Yoga, for many of us, begins like every other new endeavor: we’re eager to get started, we’re confused yet exhilarated by what’s asked of our bodies and our breath. During our first few weeks, months, or years, we’re proud of how we’re advancing along the path: familiar poses get easier, hard poses become accessible. Our minds are focused on absorbing the tricks and tips that will move us along. Our desire to grown might even lead us to sign up for special workshops, intensives, and retreats.
Then Sophomore Year Syndrome settles in—and it can settle in any time. We accept that our teachers tend to teach similar things in similar ways, and we unconsciously tune out. Or a beloved teacher retires, moves, or changes his/her class schedule. Or we give up classes and decide we can practice alone at home. In any case, we seem to get stuck at a certain level and fear that that might be “it” for this body in this lifetime. Comfort slides into complacency.
Or worse, we notice that students around us are advancing, and we’re being left behind. We envy them. We feel like failures.
QUESTION: DOES IT MATTER?
The simple answer is YES!
Yoga is a path of transformation, not stagnation. While much of yoga practice appears to be (and is) repetitious, it is by that very repetition that we grow and gauge our growth. For example, you practice triangle pose every day for months. In the beginning, you can barely straighten your front leg, and your lower hand is dangling in mid-air. Then one day you realize your fingertips are grazing your shin. Then you can reach a block. And after a couple of years, you can touch the floor. If you weren’t doing the same thing every day, you’d never see that change.

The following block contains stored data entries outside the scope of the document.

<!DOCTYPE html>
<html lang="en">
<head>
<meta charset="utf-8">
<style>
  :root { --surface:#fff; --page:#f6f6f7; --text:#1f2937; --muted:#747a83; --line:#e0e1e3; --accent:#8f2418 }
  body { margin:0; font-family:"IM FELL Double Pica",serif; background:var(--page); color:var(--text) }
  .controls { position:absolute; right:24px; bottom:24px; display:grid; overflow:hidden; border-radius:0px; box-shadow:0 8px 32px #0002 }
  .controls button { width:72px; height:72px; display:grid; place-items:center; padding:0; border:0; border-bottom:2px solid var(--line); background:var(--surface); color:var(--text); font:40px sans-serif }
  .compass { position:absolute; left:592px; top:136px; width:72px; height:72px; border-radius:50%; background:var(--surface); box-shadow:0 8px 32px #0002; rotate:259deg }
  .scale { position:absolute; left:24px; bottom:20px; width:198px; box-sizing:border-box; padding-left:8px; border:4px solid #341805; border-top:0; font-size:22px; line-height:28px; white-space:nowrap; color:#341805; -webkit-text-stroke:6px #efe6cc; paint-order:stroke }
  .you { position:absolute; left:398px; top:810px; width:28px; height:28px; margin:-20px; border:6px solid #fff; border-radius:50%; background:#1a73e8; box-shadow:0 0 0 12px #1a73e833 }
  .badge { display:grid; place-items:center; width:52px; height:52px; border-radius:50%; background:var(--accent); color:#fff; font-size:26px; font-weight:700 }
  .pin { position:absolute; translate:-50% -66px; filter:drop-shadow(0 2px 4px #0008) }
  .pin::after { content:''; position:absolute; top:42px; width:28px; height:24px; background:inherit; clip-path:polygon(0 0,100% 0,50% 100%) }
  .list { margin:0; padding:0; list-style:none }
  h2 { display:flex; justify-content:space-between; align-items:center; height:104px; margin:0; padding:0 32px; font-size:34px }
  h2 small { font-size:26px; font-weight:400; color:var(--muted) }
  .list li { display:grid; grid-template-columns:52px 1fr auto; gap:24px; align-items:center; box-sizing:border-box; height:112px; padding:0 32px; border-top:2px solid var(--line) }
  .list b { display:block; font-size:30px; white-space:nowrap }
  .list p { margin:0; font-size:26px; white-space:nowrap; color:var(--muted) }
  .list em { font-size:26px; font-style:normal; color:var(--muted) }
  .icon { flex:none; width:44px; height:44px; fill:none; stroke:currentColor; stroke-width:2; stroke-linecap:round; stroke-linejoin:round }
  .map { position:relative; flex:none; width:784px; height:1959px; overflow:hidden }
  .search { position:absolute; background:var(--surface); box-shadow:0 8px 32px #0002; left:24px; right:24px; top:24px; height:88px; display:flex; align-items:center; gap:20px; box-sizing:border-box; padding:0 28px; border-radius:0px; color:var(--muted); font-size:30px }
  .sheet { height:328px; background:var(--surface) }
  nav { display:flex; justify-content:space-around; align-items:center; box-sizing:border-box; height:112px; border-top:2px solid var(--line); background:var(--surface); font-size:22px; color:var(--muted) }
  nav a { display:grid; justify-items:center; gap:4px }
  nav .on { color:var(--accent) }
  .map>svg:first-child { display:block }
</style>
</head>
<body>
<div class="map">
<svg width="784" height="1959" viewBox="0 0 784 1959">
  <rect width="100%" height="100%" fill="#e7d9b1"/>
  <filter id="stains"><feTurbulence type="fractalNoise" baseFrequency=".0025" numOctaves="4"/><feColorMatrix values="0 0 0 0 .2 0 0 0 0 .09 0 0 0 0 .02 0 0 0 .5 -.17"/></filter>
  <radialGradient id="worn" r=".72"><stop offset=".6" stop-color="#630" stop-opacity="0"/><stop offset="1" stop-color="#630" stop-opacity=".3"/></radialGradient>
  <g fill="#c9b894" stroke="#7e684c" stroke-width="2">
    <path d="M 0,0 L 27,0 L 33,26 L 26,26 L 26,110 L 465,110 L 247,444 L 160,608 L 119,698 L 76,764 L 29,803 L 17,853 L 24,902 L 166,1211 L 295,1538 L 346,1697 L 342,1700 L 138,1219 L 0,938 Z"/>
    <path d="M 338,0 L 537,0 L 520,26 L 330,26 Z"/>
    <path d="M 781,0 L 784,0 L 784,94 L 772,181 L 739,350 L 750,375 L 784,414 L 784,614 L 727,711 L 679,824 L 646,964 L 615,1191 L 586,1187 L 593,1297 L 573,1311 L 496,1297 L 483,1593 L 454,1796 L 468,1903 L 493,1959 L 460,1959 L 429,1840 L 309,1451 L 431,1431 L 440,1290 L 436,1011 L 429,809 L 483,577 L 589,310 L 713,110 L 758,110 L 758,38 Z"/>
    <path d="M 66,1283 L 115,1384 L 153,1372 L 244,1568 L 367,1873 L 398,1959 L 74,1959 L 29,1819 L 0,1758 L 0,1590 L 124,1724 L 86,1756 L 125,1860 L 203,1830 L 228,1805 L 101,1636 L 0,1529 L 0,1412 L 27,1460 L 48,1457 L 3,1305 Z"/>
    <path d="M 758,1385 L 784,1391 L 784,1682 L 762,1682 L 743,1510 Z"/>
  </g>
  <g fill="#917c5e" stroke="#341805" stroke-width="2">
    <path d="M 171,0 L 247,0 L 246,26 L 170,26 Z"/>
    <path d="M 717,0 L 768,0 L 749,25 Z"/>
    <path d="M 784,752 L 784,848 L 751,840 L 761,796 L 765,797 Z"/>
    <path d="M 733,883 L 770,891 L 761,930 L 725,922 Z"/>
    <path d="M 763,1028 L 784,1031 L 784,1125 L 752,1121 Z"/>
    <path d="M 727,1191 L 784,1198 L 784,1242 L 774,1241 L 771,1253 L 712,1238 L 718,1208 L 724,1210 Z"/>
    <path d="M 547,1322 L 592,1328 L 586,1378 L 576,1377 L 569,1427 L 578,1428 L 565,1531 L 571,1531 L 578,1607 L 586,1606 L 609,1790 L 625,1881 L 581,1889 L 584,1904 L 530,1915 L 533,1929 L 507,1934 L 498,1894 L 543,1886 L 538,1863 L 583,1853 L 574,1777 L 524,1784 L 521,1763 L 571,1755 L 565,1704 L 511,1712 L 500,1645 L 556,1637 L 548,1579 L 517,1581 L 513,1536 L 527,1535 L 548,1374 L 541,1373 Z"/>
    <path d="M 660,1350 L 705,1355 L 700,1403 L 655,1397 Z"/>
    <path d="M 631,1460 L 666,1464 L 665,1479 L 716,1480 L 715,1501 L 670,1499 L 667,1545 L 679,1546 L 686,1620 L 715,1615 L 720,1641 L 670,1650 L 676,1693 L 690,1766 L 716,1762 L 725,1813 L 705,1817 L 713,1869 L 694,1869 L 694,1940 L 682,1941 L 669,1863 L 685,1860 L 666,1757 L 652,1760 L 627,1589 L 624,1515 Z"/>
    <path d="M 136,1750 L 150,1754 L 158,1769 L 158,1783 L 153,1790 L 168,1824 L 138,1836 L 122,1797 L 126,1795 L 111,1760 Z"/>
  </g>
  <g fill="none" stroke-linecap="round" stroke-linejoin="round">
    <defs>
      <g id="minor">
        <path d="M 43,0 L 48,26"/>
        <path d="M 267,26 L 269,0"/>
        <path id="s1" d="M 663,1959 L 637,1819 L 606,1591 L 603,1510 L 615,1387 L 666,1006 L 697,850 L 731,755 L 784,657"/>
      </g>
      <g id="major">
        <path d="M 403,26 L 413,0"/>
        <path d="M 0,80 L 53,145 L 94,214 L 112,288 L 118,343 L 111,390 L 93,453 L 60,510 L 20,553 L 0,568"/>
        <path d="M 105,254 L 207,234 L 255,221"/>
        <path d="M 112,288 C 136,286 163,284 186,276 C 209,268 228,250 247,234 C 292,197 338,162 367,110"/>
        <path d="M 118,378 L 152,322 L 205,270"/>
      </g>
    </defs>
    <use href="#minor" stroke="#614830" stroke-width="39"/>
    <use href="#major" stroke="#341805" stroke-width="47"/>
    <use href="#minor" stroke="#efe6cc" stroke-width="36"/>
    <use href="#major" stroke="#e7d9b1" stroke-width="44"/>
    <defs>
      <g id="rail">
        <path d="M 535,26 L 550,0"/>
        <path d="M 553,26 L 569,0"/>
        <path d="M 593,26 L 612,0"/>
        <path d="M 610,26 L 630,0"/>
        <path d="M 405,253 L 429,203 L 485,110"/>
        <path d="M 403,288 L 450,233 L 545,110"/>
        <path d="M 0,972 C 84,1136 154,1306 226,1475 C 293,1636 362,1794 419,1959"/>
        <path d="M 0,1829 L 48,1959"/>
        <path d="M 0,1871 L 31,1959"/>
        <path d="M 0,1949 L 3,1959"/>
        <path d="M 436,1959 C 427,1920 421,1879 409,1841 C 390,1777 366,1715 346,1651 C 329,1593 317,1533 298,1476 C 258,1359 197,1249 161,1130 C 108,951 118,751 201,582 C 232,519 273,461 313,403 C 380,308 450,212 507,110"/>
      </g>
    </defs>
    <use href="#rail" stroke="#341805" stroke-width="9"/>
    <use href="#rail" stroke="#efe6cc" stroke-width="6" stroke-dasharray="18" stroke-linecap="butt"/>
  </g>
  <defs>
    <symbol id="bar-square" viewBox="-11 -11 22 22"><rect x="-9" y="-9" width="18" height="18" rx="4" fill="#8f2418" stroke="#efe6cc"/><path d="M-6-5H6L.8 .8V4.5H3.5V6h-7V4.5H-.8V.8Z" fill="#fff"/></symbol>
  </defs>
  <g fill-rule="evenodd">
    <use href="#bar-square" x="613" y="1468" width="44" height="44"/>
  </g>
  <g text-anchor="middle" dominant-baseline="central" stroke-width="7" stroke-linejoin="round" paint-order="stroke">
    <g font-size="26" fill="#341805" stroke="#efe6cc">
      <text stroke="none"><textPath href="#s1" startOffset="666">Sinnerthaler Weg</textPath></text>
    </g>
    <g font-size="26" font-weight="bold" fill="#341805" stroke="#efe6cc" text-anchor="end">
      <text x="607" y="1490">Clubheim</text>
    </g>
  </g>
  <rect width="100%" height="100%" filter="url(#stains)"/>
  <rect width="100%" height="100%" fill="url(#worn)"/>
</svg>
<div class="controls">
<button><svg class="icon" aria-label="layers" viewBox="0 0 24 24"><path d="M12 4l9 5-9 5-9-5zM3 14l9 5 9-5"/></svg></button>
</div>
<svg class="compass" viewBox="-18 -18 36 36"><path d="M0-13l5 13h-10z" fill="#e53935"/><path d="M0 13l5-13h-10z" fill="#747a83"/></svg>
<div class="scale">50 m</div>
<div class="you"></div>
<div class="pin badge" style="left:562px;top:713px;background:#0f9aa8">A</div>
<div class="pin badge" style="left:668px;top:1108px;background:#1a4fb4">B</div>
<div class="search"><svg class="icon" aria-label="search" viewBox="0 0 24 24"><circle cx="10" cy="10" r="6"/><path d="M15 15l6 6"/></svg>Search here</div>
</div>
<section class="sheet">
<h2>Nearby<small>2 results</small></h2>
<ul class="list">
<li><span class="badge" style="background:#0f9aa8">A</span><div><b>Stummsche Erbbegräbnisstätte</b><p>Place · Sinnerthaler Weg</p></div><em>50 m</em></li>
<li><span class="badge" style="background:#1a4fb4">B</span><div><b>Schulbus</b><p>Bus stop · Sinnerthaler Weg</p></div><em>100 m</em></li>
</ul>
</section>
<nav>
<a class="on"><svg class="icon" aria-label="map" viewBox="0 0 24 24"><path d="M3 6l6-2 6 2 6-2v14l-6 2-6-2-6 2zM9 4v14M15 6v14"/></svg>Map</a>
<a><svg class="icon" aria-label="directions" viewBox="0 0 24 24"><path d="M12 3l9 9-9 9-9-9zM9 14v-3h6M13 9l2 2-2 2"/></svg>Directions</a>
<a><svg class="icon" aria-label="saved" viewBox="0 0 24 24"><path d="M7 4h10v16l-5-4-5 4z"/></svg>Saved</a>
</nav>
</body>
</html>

Yoga transforms our physical bodies, yet it doesn’t stop there. It shifts our energy, providing access to a more consistent flow of energy throughout the day and better sleep at night. Many of us hop off the roller coaster of energy swings that had us reaching for a double espresso or an evening sedative. When we hit a plateau, we may find ourselves restless, irritable, edgy, or exhausted at non-strategic times and turn to caffeine, alcohol, and pharmaceuticals to do the trick once again.
Yoga also opens up our minds and our hearts. In the process, many yogis find themselves changing jobs or careers, leaving or entering relationships, adopting healthier eating behaviors, etc. When we hit the plateau those shifts stop happening, and we may even find ourselves rigidly clinging to externals that are no longer good for us.
QUESTION: WHAT CAN I DO WHEN I HIT A PLATEAU?
If you’re even asking this question (or reading this essay), you’ve already taken the crucial first step, which is to acknowledge and admit that you have hit a plateau.
I hit my first one about six years into my yoga practice. I’d be zooming along through a rigorous Mysore-style Ashtanga Yoga practice for about four years. Blessed with extreme flexibility and sheer determination, I had sailed through the first two (primary and intermediate) series of poses and arrived at the threshold of the third (first of the advanced) series. Then a couple of things happened. About two years before, on a yoga trip to India, I had contracted parasites. Without proper immediate diagnosis, the little devils lodged securely in my body and started dismantling my immune system. I just kept getting sick, and staying sick, for weeks and months on end.
Simultaneously, I realized that the rigorous early morning practice schedule and sheer acrobatic physicality of the practice was draining energy I needed for teaching, living a balanced life, and staying healthy. My life had shrunk to the size of a pea. I had no time for friends, for leisure, for anything but work, meals on the run, and sleep. I was starting to resent the very yoga that had opened up my life and was now shutting it down.
And finally, my yoga teacher stopped giving me new poses. For four and a half years. I watched everyone around me “catching up” with me and in some cases moving past me. My pride was hurt. I built up a major resentment against my teacher, who I thought was willfully punishing me for some unknown reason.
Awareness finally propelled me to action. First I asked my teacher whether this type of yoga could possibly be doing me any good. He gave one of his cryptic, inscrutable answers, “It takes 12 years to discover whether a practice is right for you.” Since I was only on year seven or eight, he was basically saying I should stop asking questions and carry on.
I tried that, until the burning fury about not getting to try new poses boiled over. In the Ashtanga Yoga system, a student never decides that it’s time to move forward. That’s the teacher’s job. So I knew I was on thin ice when I confronted my teacher, asking if I could start adding new poses. His answer surprised me. “I know you can do the poses; it’s your stamina I worry about.” It’s true that I was missing weeks of practice here and there because of illness. It’s also true that my body temperature tends to run high, and heat makes me dizzy and sluggish. I recalled how my teacher was always prodding me to move faster, while I continued to slow down so as not to spontaneously combust.